Rheumatoid arthritis (RA) is an autoimmune inflammatory disease that affects approximately 1% of adults in industrialized countries, most commonly affecting women.1 The incidence and prevalence increases with age.1 It is a debilitating disease that causes joint damage, increased risk for cardiovascular disease and other comorbidities. Several studies have shown that early treatment is critical for optimal care in these patients.2-5 In fact, the idea that a “window of opportunity” in the early stages of disease exists for ideal treatment and prevention of irreversible damage is gaining momentum in RA as well as other autoimmune diseases.69

There are many different variables implicated in delayed treatment by a rheumatologist. Notably, lengthy doctors’ wait times,10,11 time to referral to a rheumatologist,12 lower SES,13 as well as living in rural areas11 have all been shown to delay treatment of arthritis patients. In general, a greater distance to a provider has been correlated with lower usage of health services.14,15 Interestingly, in breast cancer patients, a shorter distance to mammography facility has been correlated with earlier stage diagnoses of cancer,16 which is crucial because, similar to RA patients, earlier treatment can lead to better outcomes.17,18 Given the importance of prompt initiation of disease-modifying antirheumatic drug (DMARD) treatment and appropriate follow-up visits of RA patients, we sought to examine the relationship between SES and disease activity, joint damage and disability, taking into account factors such as treatment delay and distance to the rheumatologist.

Methods

Patients

From 1996 to 2009, we recruited consecutive patients who met the 1987 criteria for RA19 from private, military and public rheumatology outpatient clinics in San Antonio, Texas. We have described this cohort in previous publications.2022 All patients participated in a comprehensive baseline evaluation of their clinical and psychosocial characteristics conducted by a physician and trained research assistants.

Demographics

A trained interviewer asked patients for their date and place of birth, sex and race/ethnicity. For the latter, the interviewer asked patients to self-identify as “white,” “black,” “Asian,” “Hispanic,” or “other.”

Socioeconomic Status

We classified socioeconomic status (SES) according to Nam and Powers, using years of formal education, inflation-adjusted monthly household income, and current or past occupation to calculate an SES score on an ascending scale between 0 and 100.23

Lag Times

A trained interviewer asked patients at what age or in what year the patient began having painful joints, became diagnosed with RA, and first saw a rheumatologist. During the baseline visit, we asked patients which DMARDs they had taken previously and were taking at the time of the evaluation, as well as the approximate date these were first prescribed. Using these dates we measured four different lag times, measured in years: time between onset of joint pain and diagnosis date; time between onset of joint pain and beginning treatment with DMARDs; time between diagnosis date and beginning treatment with DMARDs; and time between diagnosis date and first rheumatologist visit. For these analyses, we used time between symptom onset and DMARD initiation (DMARD lag).

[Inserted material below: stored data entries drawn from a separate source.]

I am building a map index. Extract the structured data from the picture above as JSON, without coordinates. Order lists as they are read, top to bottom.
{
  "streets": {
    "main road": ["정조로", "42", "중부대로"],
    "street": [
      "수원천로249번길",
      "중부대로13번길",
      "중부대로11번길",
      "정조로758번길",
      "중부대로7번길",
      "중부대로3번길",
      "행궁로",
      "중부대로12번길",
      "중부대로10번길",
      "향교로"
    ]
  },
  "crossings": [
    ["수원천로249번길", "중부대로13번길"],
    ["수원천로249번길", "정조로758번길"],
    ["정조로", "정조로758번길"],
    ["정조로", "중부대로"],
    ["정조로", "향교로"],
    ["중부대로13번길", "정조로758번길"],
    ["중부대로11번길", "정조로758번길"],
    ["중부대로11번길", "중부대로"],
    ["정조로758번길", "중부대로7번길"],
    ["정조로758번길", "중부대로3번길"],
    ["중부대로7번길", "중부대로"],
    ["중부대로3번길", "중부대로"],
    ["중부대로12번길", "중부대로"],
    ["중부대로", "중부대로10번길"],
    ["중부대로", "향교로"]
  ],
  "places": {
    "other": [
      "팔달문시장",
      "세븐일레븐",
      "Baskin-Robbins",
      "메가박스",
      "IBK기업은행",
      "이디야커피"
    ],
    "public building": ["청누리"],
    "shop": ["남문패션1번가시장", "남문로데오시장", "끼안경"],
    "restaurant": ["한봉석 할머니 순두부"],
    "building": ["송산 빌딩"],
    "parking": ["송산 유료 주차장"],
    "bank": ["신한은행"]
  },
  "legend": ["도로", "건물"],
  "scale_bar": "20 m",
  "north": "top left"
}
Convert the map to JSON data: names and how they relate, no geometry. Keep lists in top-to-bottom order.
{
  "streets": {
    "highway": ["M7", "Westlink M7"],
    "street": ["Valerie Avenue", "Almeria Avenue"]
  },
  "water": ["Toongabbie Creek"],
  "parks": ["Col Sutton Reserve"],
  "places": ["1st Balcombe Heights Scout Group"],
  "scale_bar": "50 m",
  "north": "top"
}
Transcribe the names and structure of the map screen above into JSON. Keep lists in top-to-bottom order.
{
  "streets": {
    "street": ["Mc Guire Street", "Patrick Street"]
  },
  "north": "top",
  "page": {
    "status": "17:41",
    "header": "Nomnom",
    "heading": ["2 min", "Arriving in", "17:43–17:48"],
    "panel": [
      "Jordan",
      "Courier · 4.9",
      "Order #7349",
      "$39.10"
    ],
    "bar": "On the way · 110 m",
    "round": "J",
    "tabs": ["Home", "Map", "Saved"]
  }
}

Measuring Distance to the Rheumatologist

We obtained the driving distance from the patient's home address to where they received their rheumatologic care (Distance) using Google Maps, choosing the shortest distance when multiple routes were possible. We did not account for public transportation. Zip code centroids were used to calculate distance for five participants that gave an address that could not be found by Google Maps.

Physical Disability

Physical disability was measured using the Modified Health Assessment Questionnaire (MHAQ), a self-administered, arthritis-specific survey that asks participants to rate the amount of difficulty they have performing 8 activities (dressing, getting out of bed, lifting a cup, walking, bathing, bending, turning faucets, and getting in and out of a car) on a scale ranging from 1 to 4 (without difficulty, with some, with much, and unable).24

Clinical Features

Disease duration

We defined RA duration as the interval between the date of RA diagnosis and time of the study visit.

Disease activity

For the assessment of disease activity, we used the Disease Activity Score (DAS) in 28 joints. At each visit, we assessed 28 joints for tenderness or pain on motion and swelling.25 In addition to tenderness and swelling in 28 joints, we measured the Westergren erythrocyte sedimentation rate at each visit. We used these three variables to calculate the Disease Activity Score in 28 joints (DAS28ESR).26

Joint findings

A physician examined 48 joints for tenderness or pain on motion, swelling or deformity, and for the presence of extra-articular subcutaneous nodules.24 Joint exam Spearman-Brown reliability coefficients are 0.94 for tender/pain on motion, 0.90 for swelling and 0.98 for deformity.27 In these analyses we used the 28 joints included in the DAS28ESR.

Hand radiographs

We quantified joint damage on a plain X-ray view of both hands and wrists according to Sharp and colleagues.28 In this study, all X-ray radiographs were scored by one rater (JFR).

Statistical Analysis

Both the Sharp score and the distance data showed skewed distributions. In order to normalize these, a square root transformation was applied to the Sharp score and the natural logarithm transformation was applied to the distance.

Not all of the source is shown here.